Likelihood, greed and temperature in sequence learning#

Imagine we have a model \(D(w)\) of a dynamical system with states \(s \in S,\) that is parametrized by some weight \(w \in W\). Each state \(s\) comes with a set \(N(s) \subset S\) of neighbors and an associated energy function \(E(s'|s,w) \in \mathbb{R}\) that assigns an energy to each neighbor \(s' \in N(s)\).

For simplicity, we assume the following dynamics: when the system is in state \(s\), it picks the neighbor \(s'\) with the lowest energy \(E(s'|s,w)\) and jumps to state \(s'\) in the next time step (more to come later about what we mean by time step).

Suppose also that we have an observed sequence \(\{\hat{s}_t\}\) with each \(t\in \{0, 1, \ldots, T\}.\) Roughly, the goal is to find a dynamical system \(D(\hat{w})\) that is able to reproduce \(\hat{s}_t\). This is the sequence learning problem for the model \(D(w)\).

More specifically, we want to answer the following questions.

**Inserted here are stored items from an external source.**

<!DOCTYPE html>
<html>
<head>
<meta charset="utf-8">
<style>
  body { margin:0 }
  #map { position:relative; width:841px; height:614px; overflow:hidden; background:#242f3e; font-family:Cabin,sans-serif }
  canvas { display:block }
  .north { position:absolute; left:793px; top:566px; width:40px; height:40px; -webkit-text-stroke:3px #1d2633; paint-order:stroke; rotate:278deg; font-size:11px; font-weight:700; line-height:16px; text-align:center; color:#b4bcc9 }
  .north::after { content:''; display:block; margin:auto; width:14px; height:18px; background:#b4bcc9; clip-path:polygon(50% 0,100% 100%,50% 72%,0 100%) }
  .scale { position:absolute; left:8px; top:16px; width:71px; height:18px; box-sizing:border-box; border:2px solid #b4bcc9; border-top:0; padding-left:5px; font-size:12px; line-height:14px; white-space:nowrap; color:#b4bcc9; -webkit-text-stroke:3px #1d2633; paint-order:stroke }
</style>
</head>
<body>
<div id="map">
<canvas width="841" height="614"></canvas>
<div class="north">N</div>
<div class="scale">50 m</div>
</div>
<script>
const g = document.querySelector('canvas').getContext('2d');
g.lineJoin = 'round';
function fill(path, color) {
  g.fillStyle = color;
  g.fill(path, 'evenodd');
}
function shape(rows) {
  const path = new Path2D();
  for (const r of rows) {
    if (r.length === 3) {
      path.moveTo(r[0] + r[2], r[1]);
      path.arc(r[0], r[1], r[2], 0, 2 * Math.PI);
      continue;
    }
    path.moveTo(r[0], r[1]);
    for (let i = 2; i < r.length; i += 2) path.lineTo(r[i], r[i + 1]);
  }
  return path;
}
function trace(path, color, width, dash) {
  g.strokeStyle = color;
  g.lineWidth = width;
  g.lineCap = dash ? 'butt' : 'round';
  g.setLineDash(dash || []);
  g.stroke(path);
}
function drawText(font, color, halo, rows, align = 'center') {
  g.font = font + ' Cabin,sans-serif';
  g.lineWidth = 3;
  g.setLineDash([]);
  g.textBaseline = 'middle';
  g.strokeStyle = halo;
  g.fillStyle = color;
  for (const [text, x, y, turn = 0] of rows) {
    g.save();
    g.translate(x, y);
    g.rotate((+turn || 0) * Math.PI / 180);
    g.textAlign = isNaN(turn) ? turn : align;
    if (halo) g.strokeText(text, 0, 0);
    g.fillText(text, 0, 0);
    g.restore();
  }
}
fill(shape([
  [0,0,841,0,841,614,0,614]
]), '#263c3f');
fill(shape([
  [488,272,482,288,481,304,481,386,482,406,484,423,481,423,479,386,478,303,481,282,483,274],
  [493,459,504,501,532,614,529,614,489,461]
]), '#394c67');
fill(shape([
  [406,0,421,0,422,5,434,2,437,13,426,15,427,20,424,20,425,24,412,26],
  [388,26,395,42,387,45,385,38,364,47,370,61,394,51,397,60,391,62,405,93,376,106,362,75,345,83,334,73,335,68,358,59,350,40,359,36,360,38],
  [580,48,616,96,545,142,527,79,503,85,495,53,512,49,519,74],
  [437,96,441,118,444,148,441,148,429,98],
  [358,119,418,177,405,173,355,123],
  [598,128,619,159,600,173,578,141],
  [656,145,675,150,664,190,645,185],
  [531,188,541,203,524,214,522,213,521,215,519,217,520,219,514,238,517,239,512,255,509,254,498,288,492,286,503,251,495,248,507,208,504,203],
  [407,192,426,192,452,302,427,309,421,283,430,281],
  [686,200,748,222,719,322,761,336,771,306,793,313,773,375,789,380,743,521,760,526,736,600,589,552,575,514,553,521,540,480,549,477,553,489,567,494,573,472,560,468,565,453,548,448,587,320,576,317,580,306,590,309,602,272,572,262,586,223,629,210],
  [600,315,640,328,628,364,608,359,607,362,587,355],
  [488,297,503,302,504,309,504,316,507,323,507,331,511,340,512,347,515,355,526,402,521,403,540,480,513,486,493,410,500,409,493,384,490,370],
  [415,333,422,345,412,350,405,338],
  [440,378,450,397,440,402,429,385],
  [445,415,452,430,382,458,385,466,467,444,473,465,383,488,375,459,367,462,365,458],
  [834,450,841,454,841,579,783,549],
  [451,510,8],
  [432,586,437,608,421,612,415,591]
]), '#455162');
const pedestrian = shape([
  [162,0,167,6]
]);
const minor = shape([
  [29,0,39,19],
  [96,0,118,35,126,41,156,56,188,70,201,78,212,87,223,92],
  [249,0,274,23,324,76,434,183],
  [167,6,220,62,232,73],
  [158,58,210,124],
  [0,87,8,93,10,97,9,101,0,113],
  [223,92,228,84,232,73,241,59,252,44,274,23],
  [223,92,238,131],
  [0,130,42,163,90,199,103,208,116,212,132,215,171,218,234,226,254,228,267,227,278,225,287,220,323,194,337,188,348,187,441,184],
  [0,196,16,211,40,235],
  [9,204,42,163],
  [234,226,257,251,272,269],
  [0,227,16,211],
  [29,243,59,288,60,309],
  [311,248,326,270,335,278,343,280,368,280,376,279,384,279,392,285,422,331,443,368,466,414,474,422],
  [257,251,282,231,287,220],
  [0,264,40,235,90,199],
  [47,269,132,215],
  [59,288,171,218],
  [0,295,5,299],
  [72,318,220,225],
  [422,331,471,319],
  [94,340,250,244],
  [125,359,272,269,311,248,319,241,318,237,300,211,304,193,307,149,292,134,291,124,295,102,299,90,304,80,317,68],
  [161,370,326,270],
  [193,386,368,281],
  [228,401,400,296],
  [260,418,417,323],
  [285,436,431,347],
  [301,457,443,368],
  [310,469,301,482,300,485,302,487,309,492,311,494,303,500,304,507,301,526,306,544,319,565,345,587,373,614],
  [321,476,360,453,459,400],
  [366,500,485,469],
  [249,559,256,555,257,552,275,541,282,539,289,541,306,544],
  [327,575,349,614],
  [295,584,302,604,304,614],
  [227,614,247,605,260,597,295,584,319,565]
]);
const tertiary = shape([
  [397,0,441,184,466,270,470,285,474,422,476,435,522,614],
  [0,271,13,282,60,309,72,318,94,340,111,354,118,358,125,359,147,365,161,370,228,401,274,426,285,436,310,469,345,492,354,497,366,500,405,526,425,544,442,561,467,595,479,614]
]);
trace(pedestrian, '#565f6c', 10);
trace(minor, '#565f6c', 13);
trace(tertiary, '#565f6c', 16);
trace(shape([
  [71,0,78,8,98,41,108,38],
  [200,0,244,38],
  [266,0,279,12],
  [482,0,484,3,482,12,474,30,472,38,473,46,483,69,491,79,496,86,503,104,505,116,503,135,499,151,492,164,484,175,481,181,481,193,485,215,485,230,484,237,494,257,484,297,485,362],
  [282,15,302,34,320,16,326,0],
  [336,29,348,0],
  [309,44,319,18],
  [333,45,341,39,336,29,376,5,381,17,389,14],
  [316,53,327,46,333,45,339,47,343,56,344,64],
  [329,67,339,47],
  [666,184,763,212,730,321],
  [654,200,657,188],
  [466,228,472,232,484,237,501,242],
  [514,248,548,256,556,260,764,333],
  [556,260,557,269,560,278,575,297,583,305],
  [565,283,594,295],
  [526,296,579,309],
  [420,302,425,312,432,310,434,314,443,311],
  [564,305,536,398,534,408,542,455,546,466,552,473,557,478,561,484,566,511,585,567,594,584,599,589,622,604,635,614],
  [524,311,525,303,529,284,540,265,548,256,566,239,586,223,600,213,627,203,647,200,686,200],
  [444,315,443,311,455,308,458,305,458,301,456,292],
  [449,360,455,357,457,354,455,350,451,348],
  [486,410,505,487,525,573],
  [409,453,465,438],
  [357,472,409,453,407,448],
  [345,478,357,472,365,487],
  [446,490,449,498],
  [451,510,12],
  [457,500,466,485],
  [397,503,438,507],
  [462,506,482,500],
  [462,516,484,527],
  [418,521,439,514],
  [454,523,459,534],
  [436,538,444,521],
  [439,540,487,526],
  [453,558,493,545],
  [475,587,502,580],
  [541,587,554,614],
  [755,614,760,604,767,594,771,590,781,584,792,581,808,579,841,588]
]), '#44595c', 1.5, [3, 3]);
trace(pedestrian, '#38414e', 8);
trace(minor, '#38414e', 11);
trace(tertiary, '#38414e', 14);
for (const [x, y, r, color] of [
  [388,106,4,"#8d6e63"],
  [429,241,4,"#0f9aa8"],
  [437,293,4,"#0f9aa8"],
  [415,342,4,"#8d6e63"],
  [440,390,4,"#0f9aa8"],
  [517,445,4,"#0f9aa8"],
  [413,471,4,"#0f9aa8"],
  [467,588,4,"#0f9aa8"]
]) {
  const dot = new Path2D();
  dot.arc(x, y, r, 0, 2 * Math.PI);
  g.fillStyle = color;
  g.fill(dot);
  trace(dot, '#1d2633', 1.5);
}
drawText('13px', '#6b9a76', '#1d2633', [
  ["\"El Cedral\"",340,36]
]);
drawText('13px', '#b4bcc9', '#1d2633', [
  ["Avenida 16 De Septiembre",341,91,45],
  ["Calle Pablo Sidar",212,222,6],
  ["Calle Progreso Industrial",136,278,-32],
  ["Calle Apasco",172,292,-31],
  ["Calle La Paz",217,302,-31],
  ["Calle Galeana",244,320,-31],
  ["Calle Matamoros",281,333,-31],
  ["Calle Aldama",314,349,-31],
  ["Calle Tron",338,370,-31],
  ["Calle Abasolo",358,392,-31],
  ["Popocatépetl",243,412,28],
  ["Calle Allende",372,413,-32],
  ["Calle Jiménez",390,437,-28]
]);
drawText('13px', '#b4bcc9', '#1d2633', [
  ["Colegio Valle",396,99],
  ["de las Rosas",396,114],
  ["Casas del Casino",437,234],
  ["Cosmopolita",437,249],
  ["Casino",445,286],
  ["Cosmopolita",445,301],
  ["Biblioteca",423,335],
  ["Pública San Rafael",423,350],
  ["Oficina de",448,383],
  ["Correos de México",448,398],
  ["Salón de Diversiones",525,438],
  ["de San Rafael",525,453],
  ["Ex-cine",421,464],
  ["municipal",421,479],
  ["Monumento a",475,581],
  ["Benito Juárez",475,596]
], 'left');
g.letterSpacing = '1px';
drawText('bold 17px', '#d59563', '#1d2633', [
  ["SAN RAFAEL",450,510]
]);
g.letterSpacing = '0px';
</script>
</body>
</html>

Is there a likelihood-based method for sequence learning in discrete time?
Is there a likelihood-based method for sequence learning in continuous time?
Is there a simple and efficient greedy method for sequence learning?
How is the greedy method related to the likelihood method?
Are there other dynamical systems more suited for natural language processing or reinforcement learning?

Likelihood method in discrete time#

Given the (conditional) energy function \(E(s'|s,w),\) we consider a discrete-time Markov chain with transition probabilities

\[ P(s'|s, w) = \displaystyle \frac{\exp(-\beta E(s'|s,w)) }{Z(s,w)} \]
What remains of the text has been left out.